Trisha Brown at BAM
“Ballet,” “Pamplona Stones,” “Working Title”
Trisha Brown Dance Company
BAM Fisher
Brooklyn, New York
October 10-13, 2018
Carolyn Lucas and Diane Madden, who are the directors of the Trisha Brown Dance Company, seem to be making all the right decisions on how to proceed after the founder’s death eighteen months ago. Last year the company presented a splendid concert of late Brown works at Jacob’s Pillow, and at BAM Fisher this week the group showed earlier pieces with the same exactitude and sense of joy.
Brown’s presence was evoked throughout Wednesday’s performance, not only through her choreography, but also in film, and in program notes that documented the roles she had taken in each of the dances. Lucas and Madden listed the three works presented as “reconstructions,” which stresses the fact that the dances are not the originals, but those dances recreated with the aid of archival materials and through the lens of memory.
The evening began with “Ballet” (1968), which falls into the category of Brown’s equipment cycle, works she made with props, often aerial ones, beginning in the later 1960s after she had left Judson Dance Theater. “Ballet,” as reconstructed at the Fisher, included large screens at each side of the stage, one showing slides, the other a film. The film depicted Brown in the original “Ballet,” while the slides clicked through a variety of images relating to the dance.
In the film, Brown, dressed in a pink ballet tutu, crawls along parallel ropes stretched across a New York rooftop, and then struggles from the ropes to a raised structure to which the ropes are attached. These shots are interspersed with others of the same dance done out-of-doors among trees and vegetation. Meanwhile, as part of the live performance, company member Cecily Campbell crawled along similar ropes stretched across the stage. As she reached the rope’s end, she disappeared behind one of the screens, then appeared beneath it, descending a ladder to the floor. The work as a whole was both funny and scary, an amusing comment on the demands and dangers of putting yourself out there in any kind of performance, whether of the high variety or low.

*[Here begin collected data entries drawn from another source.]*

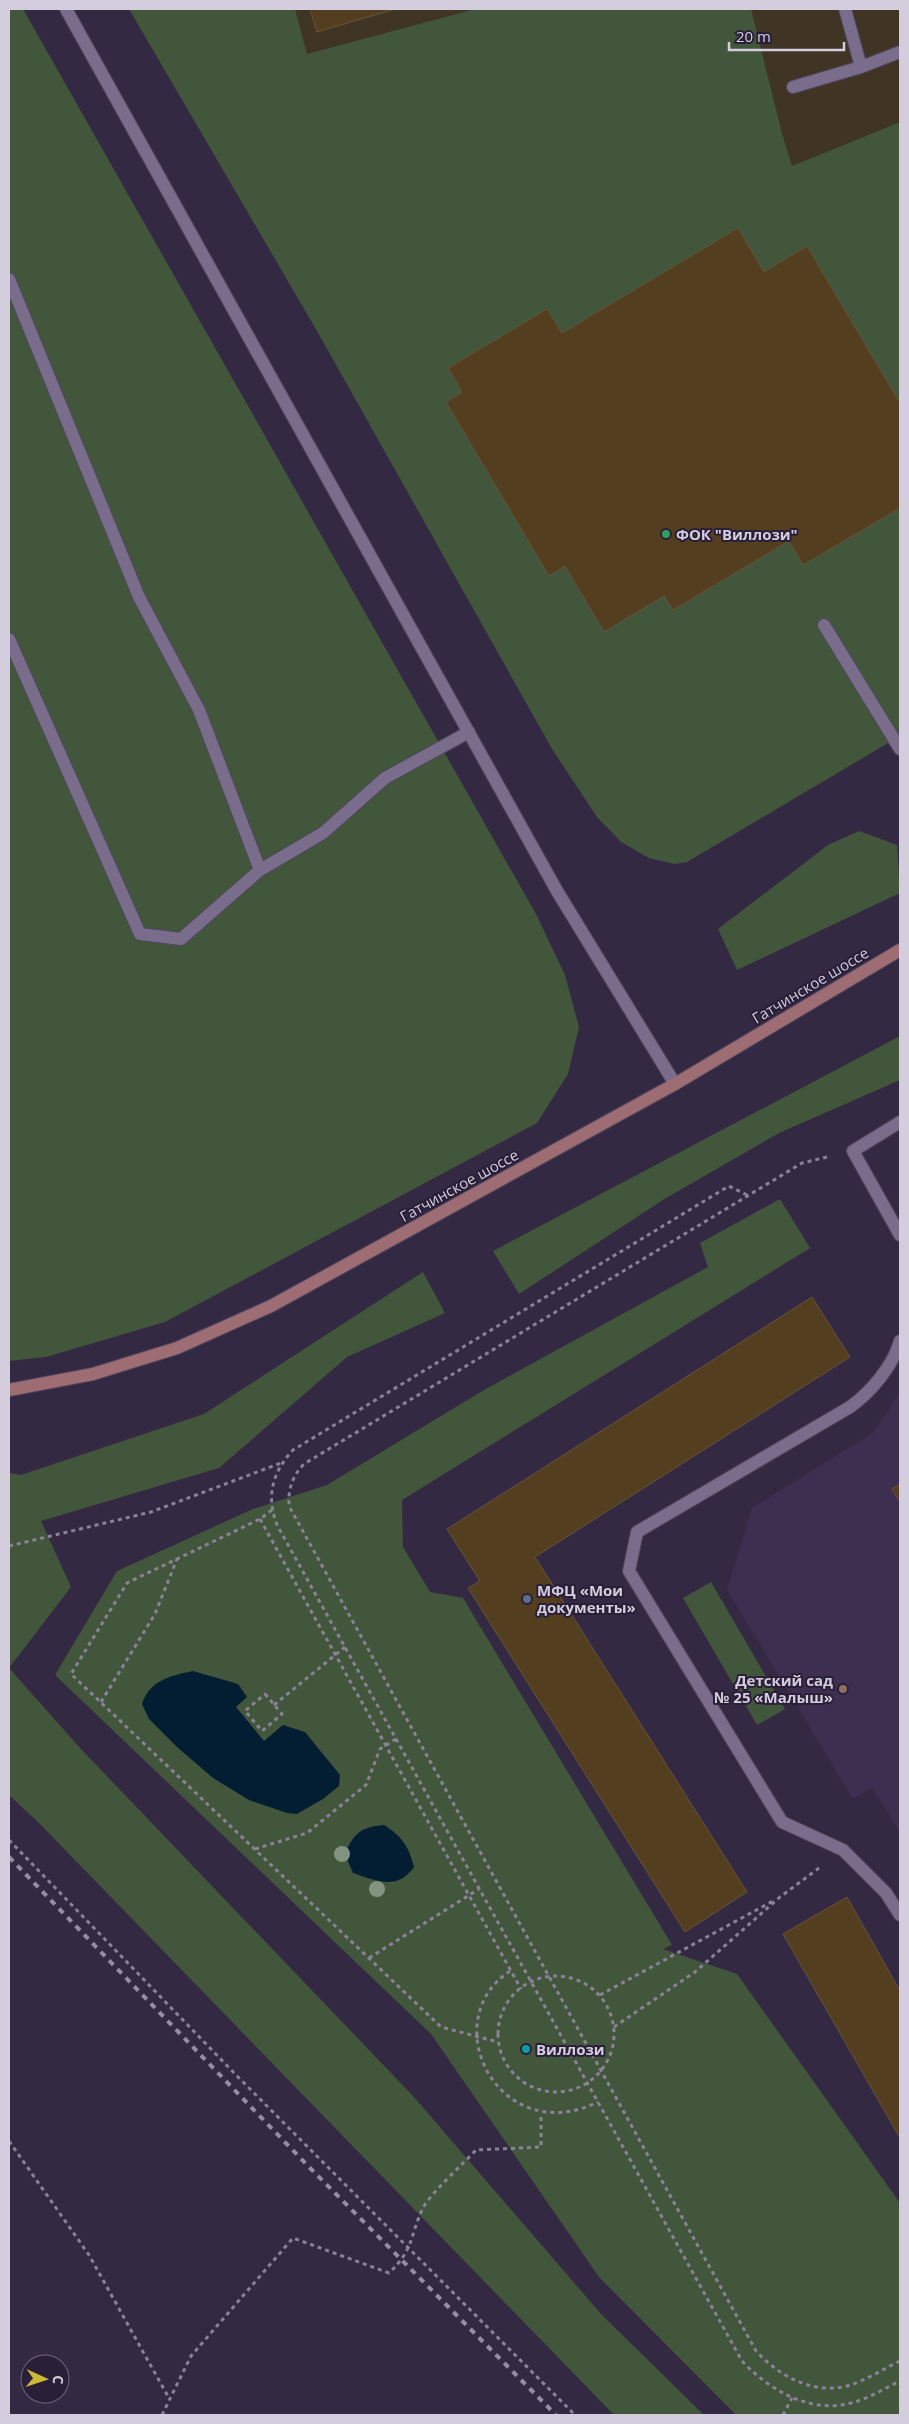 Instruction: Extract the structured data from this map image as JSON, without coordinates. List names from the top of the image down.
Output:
{
  "streets": {
    "main road": ["Гатчинское шоссе"]
  },
  "places": [
    "ФОК \"Виллози\"",
    "МФЦ «Мои документы»",
    "Детский сад № 25 «Малыш»",
    "Виллози"
  ],
  "scale_bar": "20 m",
  "north": "right"
} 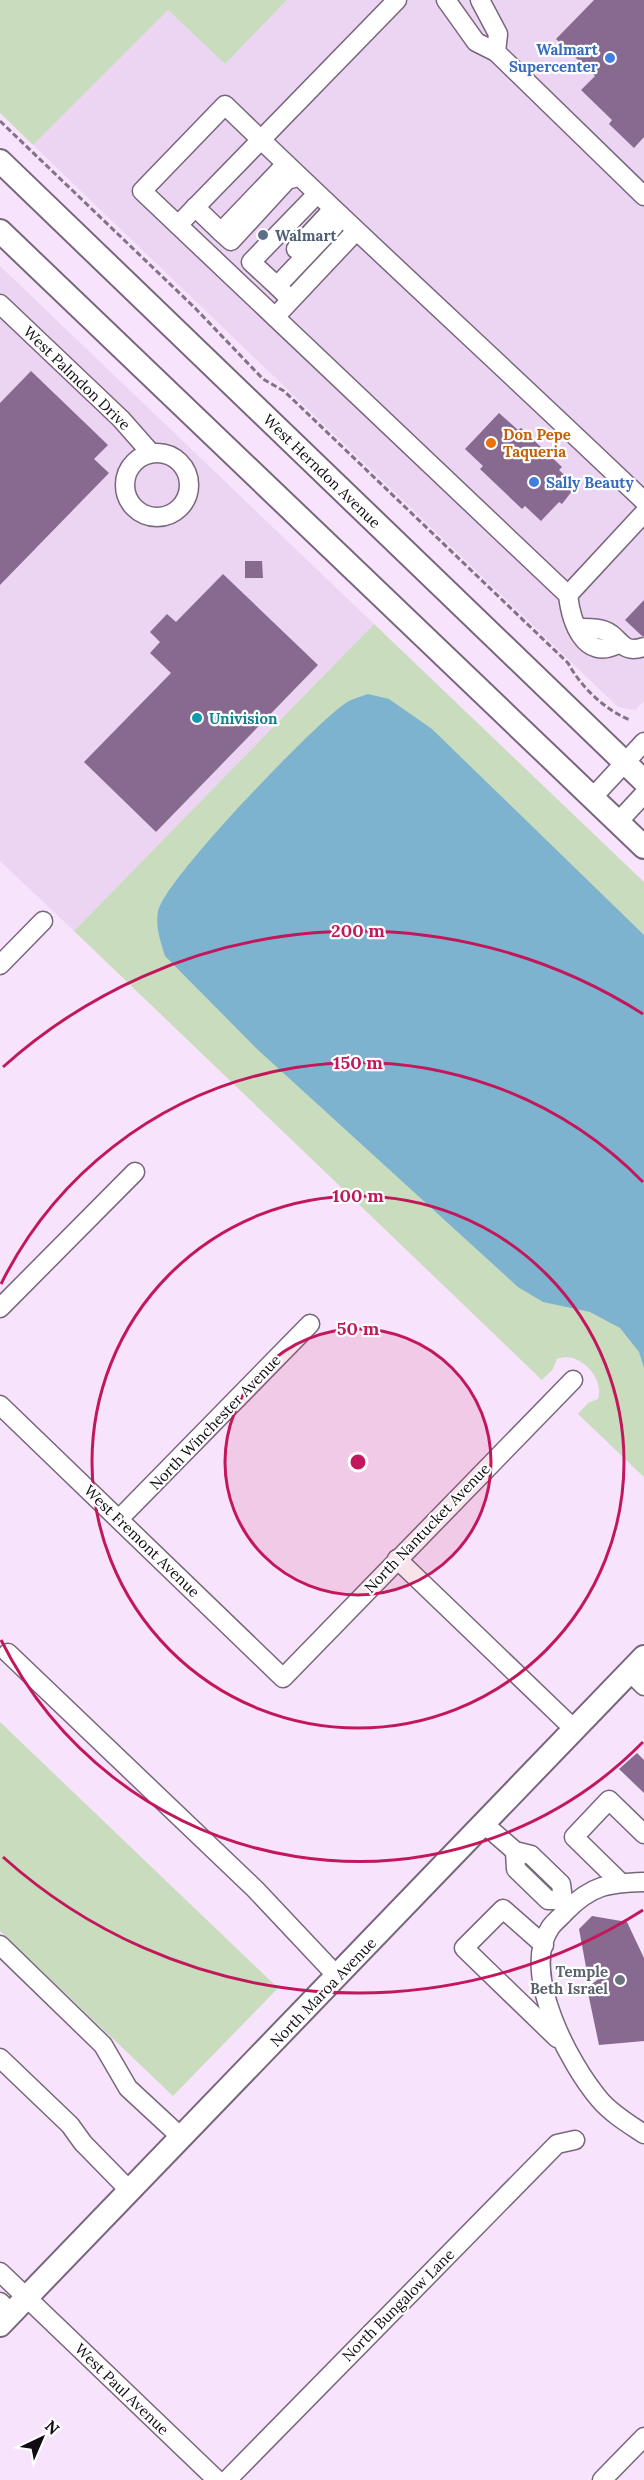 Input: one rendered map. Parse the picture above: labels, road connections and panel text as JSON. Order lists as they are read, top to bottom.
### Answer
{
  "streets": {
    "main road": ["West Herndon Avenue", "North Maroa Avenue"],
    "street": [
      "West Palmdon Drive",
      "North Winchester Avenue",
      "North Nantucket Avenue",
      "West Fremont Avenue",
      "North Bungalow Lane",
      "West Paul Avenue"
    ]
  },
  "crossings": [
    ["North Winchester Avenue", "West Fremont Avenue"],
    ["North Nantucket Avenue", "West Fremont Avenue"],
    ["North Maroa Avenue", "West Paul Avenue"]
  ],
  "places": [
    "Walmart Supercenter",
    "Walmart",
    "Don Pepe Taqueria",
    "Sally Beauty",
    "Univision",
    "Temple Beth Israel"
  ],
  "north": "top right",
  "rings": [
    "200 m",
    "150 m",
    "100 m",
    "50 m"
  ]
}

Brown’s humor was also apparent in “Pamplona Stones” (1974), which introduced speech, another element Brown explored, especially in the 1960s and ‘70s. Once again, there were props, in this case a mattress, two chairs, a large white sheet suspended from above, and two medium size stones. The work was originally danced by Brown and Sylvia Palacios Whitman; here it was Leah Ives and Amanda Kmett’Pendry. The women, dressed in white jeans and shirts, asked each other questions (“Why did you get that out?” “Can we talk this over?”), and made comments (“Now I have you cornered,” “Leave no stone unturned”), while they shifted the various objects and interacted with them. Some of those actions ended with a dancer finding herself pinned beneath the mattress or unceremoniously sliding to the ground. These activities were interspersed with sections of movement using a dance vocabulary. But while I make a distinction between a dance vocabulary and everyday movement, for Brown the entire work constituted dance: that was the point. Tasks, speech, formalized rhythmic movement, it’s all dance.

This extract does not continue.